The formula for defining the maximum number of pods per instance is as follows:

N * (M-1) + 2


  • N is the number of Elastic Network Interfaces (ENI) of the instance type.
  • M is the number of IP addresses of a single ENI.

So, for t3.small, this calculation is 3 * (4-1) + 2 = 11. For a list of all the instance types and their limits see this document

Upgrade an EKS cluster

New Kubernetes versions introduce significant changes, so it's recommended that you test the behavior of your applications against a new Kubernetes version before performing the update on your production clusters.

The update process consists of Amazon EKS launching new API server nodes with the updated Kubernetes version to replace the existing ones. Amazon EKS performs standard infrastructure and readiness health checks for network traffic on these new nodes to verify that they are working as expected. If any of these checks fail, Amazon EKS reverts the infrastructure deployment, and your cluster remains on the prior Kubernetes version. Running applications are not affected, and your cluster is never left in a non-deterministic or unrecoverable state. Amazon EKS regularly backs up all managed clusters, and mechanisms exist to recover clusters if necessary. We are constantly evaluating and improving our Kubernetes infrastructure management processes.
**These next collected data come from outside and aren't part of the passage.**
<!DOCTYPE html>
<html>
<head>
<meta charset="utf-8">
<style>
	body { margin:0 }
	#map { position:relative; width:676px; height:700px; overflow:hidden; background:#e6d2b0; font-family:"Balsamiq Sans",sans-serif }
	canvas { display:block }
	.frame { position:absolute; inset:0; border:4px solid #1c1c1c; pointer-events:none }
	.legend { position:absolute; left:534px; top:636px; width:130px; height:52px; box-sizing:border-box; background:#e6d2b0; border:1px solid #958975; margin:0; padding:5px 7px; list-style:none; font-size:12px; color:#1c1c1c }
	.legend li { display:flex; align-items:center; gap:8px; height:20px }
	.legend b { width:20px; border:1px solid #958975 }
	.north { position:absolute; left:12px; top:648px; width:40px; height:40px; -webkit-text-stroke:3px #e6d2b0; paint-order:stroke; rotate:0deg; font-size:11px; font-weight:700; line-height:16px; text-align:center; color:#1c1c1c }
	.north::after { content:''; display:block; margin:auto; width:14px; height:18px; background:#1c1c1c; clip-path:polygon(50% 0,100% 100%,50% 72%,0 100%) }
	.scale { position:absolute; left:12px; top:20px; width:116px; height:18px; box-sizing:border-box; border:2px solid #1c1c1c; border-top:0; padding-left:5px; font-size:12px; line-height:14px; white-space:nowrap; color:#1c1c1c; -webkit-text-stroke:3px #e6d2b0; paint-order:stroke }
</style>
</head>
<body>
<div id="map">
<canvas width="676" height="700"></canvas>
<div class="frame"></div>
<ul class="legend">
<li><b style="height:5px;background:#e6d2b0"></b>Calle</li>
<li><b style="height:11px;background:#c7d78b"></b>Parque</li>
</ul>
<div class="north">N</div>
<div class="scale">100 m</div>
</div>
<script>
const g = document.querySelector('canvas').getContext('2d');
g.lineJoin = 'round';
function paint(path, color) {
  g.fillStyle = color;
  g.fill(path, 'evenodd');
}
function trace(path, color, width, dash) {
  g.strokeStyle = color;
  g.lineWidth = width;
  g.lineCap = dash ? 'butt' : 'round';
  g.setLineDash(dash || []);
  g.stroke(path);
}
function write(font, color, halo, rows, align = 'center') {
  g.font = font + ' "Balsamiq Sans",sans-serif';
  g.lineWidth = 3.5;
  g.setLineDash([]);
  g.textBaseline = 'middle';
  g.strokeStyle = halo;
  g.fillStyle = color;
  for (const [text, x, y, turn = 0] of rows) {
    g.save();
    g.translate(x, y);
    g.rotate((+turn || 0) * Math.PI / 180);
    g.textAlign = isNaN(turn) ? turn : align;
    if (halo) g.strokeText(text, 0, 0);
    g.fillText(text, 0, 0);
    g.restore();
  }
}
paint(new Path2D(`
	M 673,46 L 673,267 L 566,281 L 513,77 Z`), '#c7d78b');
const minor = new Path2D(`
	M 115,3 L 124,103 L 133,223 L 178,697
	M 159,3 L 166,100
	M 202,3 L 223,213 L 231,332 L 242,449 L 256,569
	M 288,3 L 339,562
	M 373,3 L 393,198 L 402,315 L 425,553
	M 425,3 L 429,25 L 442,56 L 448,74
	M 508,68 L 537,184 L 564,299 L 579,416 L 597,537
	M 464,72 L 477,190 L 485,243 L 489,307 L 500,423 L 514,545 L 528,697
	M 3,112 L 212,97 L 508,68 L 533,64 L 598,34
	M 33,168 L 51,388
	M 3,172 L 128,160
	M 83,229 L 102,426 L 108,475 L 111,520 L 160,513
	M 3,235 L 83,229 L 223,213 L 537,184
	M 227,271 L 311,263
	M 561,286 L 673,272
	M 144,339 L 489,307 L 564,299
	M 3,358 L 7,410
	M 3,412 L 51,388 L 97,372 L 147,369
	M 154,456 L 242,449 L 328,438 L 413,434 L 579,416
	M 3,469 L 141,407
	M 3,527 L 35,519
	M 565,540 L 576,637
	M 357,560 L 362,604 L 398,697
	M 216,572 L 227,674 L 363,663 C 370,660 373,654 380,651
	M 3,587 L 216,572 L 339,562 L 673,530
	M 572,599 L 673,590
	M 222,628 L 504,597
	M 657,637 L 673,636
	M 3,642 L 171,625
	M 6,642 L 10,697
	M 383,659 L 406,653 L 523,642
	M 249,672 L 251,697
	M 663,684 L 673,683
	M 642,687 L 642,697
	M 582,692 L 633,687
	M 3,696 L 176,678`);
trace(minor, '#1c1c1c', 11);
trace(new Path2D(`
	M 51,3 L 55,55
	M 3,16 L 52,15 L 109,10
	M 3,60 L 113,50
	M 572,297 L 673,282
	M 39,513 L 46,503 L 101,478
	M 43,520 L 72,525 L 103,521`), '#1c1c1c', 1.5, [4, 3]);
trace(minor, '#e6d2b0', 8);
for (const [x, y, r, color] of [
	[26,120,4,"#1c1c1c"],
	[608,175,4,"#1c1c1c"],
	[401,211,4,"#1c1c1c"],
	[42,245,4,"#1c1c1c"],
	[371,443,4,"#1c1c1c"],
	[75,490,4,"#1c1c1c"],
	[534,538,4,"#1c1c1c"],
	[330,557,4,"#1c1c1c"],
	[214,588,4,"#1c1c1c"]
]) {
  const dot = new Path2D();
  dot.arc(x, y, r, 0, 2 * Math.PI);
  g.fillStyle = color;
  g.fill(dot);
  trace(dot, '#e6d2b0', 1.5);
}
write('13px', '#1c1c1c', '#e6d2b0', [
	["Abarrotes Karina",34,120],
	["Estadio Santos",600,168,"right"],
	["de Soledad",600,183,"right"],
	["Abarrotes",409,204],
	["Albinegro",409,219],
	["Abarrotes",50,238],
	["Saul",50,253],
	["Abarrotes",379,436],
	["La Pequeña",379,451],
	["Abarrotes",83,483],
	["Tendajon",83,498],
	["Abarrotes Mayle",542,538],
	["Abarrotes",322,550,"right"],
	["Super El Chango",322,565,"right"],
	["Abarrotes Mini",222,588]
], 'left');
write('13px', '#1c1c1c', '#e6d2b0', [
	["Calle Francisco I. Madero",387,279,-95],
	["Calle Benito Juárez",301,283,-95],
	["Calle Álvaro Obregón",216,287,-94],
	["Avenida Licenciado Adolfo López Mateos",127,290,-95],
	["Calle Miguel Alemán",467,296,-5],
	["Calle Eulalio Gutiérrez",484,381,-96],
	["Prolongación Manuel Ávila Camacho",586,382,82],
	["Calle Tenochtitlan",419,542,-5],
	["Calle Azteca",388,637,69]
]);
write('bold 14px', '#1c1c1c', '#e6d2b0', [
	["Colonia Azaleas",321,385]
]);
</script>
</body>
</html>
To upgrade a cluster follow these steps:

  • Upgrade all your charts to the latest version with helmfile.
    helmfile deps
    helmfile apply
  • Check your current version and compare it with the one you want to upgrade.
    kubectl version --short
    kubectl get nodes
  • Check the docs to see if the version you want to upgrade requires some special steps.
  • If your worker nodes aren't at the same version as the cluster control plane upgrade them to the control plane version (never higher).
  • Edit the cluster_version attribute of the eks terraform module and apply the changes (reviewing them first).

    terraform apply

    This is a long step (approximately 40 minutes) * Upgrade your charts again.